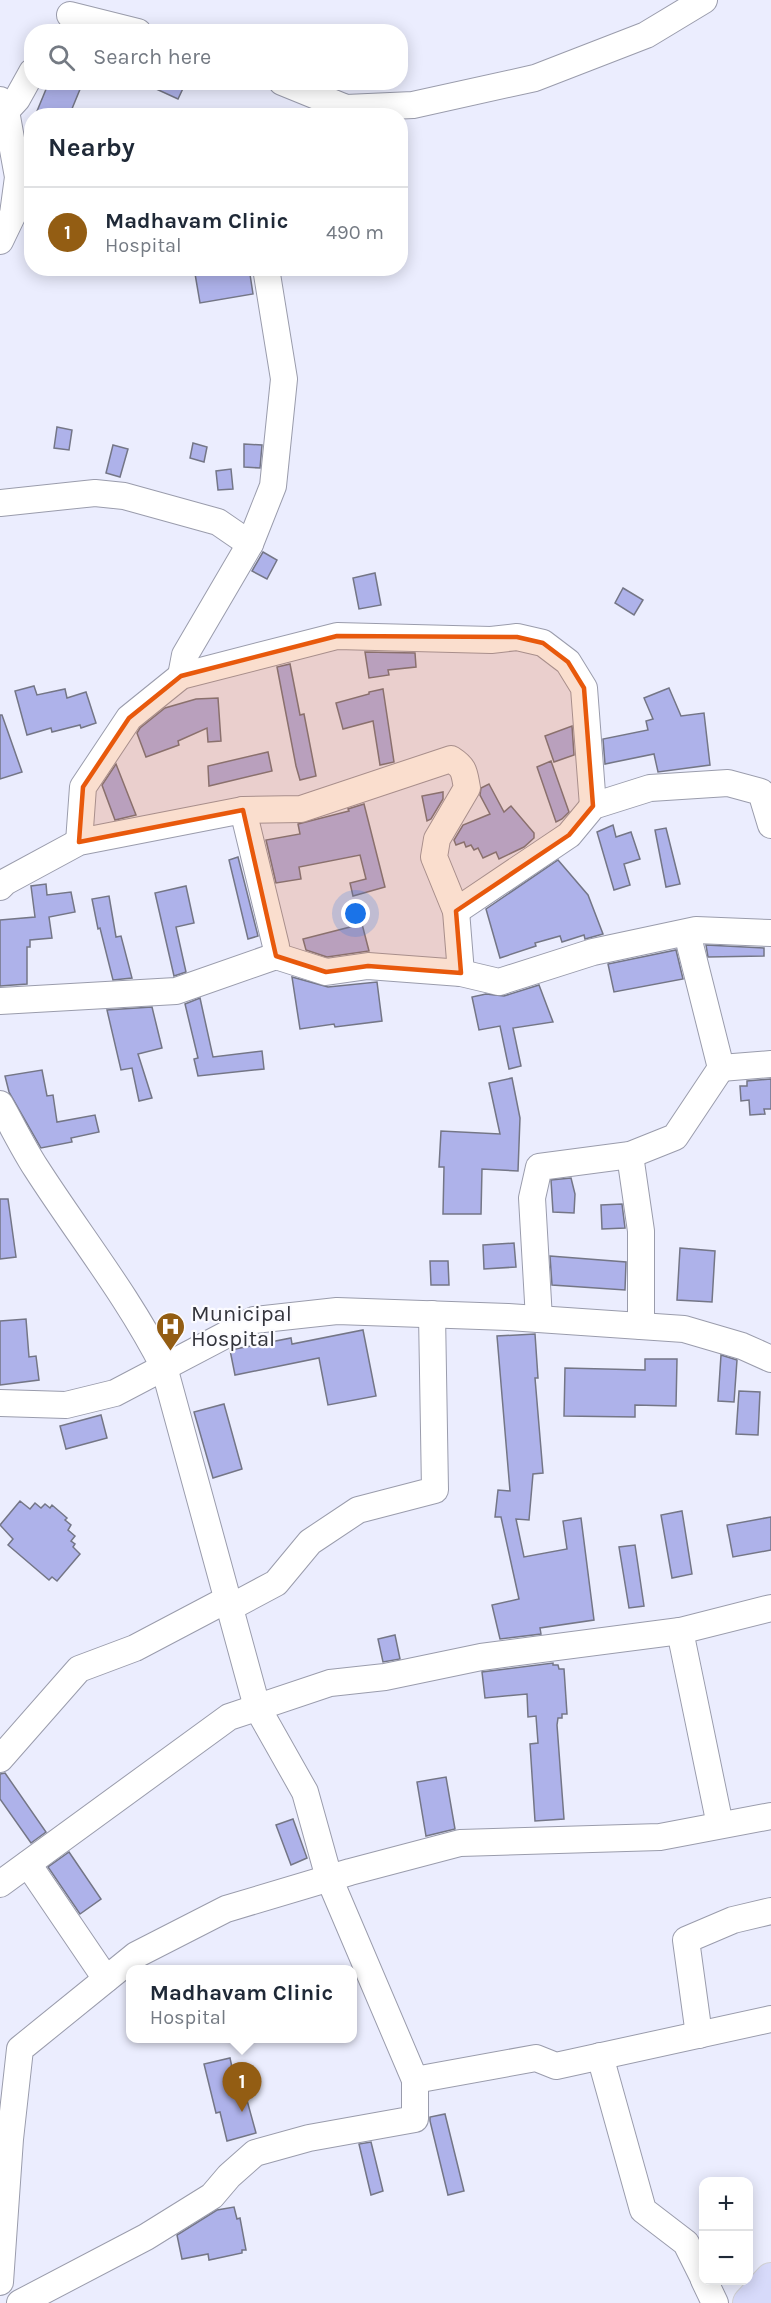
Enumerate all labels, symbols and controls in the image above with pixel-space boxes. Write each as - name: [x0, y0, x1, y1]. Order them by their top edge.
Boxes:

* * *

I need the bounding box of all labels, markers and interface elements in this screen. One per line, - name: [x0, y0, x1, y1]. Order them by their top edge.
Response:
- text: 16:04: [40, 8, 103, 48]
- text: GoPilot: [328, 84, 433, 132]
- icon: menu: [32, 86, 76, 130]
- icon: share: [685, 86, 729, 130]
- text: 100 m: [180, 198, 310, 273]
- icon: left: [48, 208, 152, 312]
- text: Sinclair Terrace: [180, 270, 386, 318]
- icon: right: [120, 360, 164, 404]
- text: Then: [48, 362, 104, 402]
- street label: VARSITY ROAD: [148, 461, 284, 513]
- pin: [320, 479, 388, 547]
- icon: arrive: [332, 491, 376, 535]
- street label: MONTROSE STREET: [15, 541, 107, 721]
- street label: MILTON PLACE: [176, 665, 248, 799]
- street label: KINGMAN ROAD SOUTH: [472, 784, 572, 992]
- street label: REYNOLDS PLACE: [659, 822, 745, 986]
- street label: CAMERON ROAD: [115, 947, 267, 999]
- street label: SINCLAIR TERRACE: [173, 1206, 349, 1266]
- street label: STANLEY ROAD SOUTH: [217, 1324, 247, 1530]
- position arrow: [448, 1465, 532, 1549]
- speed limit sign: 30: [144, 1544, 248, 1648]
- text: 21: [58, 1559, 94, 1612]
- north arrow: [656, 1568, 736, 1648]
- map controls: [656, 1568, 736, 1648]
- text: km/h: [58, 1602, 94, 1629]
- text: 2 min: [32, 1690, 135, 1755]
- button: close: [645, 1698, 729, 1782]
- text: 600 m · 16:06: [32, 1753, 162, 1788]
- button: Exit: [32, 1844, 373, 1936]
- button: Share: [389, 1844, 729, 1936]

* _TO DO_
Would you show all lines of the material above that contain the word "Order"?

* _EXERCISE SOLUTION_
Enumerate all labels, symbols and controls in the image above with pixel-space boxes. Write each as - name: [x0, y0, x1, y1]. Order them by their top edge.
I need the bounding box of all labels, markers and interface elements in this screen. One per line, - name: [x0, y0, x1, y1]. Order them by their top edge.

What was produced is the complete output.